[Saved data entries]

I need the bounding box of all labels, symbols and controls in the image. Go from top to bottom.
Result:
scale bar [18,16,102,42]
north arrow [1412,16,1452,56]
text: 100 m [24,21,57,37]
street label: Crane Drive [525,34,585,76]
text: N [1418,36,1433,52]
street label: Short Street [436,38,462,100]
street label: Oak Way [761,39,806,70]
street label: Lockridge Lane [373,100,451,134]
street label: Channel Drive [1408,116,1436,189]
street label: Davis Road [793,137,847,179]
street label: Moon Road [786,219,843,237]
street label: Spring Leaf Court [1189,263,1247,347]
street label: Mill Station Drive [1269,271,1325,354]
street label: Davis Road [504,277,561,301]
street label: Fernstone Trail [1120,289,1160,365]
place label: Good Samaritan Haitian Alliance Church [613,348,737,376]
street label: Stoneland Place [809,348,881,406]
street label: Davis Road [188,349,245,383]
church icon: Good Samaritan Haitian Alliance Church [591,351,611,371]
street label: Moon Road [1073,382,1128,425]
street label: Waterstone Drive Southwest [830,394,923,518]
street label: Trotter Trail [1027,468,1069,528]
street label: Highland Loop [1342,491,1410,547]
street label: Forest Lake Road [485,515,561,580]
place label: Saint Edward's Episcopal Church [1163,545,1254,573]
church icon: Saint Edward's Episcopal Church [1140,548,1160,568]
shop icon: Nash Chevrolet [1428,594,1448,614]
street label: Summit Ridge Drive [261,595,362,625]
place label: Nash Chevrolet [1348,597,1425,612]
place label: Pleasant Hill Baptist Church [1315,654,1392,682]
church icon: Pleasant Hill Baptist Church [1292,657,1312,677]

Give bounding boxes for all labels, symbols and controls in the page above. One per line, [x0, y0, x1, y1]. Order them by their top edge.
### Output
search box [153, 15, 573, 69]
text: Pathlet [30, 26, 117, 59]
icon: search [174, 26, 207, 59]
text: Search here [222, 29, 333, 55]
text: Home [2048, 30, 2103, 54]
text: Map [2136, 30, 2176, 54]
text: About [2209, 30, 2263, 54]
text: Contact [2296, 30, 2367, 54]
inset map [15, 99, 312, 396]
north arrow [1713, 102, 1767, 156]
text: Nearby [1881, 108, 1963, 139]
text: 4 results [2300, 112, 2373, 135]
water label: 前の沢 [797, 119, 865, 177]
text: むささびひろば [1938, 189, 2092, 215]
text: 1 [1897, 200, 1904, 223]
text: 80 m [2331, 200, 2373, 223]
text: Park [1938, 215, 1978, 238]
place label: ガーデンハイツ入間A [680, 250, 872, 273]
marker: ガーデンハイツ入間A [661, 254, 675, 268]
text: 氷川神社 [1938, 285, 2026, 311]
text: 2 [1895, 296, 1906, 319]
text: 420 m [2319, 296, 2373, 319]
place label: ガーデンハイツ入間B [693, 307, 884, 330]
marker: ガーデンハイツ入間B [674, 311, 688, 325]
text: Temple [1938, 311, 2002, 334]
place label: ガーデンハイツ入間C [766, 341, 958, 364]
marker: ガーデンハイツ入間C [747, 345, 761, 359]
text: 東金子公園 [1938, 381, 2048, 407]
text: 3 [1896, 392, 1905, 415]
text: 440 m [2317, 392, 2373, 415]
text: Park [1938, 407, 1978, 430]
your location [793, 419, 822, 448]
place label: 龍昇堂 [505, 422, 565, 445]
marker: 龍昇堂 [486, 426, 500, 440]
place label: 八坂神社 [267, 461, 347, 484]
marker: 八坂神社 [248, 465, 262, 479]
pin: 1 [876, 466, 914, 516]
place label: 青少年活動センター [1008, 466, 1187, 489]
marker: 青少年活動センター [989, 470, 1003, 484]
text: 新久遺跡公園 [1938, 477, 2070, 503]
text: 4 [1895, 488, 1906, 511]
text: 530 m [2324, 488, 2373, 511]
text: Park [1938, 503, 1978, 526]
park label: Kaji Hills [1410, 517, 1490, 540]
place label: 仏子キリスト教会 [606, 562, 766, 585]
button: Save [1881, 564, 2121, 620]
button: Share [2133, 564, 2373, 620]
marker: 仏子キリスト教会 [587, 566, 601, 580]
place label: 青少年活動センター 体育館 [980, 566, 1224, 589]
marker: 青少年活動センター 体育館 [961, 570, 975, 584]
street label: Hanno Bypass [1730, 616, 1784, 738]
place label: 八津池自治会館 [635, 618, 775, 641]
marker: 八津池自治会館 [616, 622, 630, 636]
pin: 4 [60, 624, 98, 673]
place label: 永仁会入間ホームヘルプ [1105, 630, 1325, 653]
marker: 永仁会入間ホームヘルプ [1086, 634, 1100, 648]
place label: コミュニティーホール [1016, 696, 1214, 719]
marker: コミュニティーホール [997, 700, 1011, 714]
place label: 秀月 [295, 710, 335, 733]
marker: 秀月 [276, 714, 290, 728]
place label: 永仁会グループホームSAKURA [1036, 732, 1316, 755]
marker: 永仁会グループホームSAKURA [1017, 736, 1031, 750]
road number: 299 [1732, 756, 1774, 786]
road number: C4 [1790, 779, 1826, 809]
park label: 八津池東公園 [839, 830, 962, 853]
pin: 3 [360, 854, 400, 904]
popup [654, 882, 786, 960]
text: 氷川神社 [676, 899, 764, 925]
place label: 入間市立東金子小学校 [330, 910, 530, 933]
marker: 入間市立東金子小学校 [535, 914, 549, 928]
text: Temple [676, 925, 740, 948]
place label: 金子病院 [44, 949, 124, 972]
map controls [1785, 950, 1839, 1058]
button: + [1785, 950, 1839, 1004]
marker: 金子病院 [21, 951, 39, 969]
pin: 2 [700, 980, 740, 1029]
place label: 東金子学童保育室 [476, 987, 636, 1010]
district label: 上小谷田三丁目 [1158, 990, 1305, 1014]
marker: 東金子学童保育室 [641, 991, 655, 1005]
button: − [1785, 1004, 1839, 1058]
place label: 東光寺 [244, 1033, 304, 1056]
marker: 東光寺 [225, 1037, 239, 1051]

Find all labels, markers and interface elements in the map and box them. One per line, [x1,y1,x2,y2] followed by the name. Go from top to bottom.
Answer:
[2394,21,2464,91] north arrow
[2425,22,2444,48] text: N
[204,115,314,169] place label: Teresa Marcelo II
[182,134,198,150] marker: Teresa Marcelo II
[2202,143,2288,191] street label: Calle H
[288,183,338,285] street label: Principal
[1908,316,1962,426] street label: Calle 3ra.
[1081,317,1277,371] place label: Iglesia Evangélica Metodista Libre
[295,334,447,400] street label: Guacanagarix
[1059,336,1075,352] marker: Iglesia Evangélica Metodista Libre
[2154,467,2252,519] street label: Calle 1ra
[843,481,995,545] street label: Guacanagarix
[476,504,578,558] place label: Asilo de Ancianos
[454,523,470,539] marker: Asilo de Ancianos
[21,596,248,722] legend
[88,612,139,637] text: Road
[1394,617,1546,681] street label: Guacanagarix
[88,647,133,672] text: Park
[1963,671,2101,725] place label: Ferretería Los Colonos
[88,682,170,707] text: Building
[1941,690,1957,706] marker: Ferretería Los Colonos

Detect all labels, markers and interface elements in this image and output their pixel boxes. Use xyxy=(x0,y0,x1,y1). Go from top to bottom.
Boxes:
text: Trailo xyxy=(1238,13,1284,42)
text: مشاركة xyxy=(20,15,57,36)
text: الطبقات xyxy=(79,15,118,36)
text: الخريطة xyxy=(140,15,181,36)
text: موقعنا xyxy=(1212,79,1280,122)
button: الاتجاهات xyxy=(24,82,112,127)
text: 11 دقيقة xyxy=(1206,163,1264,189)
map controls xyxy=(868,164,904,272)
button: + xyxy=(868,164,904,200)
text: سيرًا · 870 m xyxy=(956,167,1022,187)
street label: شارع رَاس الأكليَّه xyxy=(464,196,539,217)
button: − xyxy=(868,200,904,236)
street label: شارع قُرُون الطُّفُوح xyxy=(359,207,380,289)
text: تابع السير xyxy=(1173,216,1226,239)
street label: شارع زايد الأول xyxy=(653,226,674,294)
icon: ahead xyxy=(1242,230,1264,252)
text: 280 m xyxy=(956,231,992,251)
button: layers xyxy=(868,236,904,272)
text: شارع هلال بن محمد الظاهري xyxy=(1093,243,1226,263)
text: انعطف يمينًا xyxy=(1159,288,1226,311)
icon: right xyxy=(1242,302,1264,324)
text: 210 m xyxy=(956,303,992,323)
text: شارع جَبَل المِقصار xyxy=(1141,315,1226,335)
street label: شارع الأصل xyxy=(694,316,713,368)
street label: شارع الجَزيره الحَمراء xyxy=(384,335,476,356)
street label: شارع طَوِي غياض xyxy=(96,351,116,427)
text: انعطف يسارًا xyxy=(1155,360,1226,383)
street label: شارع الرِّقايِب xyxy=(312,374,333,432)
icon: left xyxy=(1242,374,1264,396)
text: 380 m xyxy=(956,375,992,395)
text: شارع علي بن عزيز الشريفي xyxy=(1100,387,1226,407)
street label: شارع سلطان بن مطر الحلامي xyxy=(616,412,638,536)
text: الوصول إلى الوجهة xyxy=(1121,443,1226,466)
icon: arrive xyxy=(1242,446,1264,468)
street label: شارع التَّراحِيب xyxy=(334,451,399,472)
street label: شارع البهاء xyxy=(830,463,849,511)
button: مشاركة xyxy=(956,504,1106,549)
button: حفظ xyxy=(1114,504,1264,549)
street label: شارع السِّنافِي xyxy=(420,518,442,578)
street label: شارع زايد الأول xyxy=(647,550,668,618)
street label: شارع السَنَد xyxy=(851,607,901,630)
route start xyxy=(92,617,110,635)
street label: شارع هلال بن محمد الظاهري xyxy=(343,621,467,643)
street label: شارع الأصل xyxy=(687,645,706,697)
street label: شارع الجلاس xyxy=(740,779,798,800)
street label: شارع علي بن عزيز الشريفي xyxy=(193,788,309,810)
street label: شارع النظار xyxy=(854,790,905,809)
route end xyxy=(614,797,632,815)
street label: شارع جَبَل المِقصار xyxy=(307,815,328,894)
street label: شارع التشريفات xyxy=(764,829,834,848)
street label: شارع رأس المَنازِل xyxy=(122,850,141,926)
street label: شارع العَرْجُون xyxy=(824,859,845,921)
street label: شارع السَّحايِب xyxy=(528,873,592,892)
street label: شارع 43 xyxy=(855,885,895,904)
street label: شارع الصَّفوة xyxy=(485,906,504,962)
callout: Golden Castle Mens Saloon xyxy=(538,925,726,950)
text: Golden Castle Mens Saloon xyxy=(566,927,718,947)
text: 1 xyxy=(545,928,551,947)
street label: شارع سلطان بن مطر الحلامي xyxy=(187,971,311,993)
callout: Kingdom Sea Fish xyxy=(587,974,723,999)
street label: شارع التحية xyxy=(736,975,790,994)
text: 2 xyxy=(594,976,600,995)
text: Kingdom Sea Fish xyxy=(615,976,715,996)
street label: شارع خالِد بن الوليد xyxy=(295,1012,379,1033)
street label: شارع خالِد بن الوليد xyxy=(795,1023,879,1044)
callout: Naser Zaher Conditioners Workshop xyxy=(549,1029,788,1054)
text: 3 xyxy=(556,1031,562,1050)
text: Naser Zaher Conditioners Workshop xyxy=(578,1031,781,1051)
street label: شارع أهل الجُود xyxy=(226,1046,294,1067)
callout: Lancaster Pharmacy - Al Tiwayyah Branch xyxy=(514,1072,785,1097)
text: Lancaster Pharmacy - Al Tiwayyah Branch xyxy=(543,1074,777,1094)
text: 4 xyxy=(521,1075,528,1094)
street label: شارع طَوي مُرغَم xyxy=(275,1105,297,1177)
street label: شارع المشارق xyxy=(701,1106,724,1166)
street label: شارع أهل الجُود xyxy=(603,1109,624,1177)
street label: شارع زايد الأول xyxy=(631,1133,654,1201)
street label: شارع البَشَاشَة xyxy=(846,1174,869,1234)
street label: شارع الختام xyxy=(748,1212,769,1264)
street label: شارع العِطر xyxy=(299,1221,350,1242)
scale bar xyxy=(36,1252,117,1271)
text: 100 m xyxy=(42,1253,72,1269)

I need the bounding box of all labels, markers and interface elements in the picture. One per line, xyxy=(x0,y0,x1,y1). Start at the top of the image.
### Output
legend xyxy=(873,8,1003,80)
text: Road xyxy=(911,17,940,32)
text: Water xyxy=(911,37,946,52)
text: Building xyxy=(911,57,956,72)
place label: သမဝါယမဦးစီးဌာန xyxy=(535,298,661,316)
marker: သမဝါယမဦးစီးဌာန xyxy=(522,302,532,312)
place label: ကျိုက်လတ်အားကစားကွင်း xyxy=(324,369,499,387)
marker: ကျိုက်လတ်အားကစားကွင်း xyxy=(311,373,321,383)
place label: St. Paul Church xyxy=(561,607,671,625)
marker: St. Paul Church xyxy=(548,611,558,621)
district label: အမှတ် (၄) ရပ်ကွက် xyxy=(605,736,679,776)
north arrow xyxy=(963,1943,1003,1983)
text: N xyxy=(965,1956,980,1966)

[Problem description] The lines you need are those containing "انعطف"; find them in the records and copy them.

[Solution to the problem]
text: انعطف يمينًا xyxy=(1159,288,1226,311)
text: انعطف يسارًا xyxy=(1155,360,1226,383)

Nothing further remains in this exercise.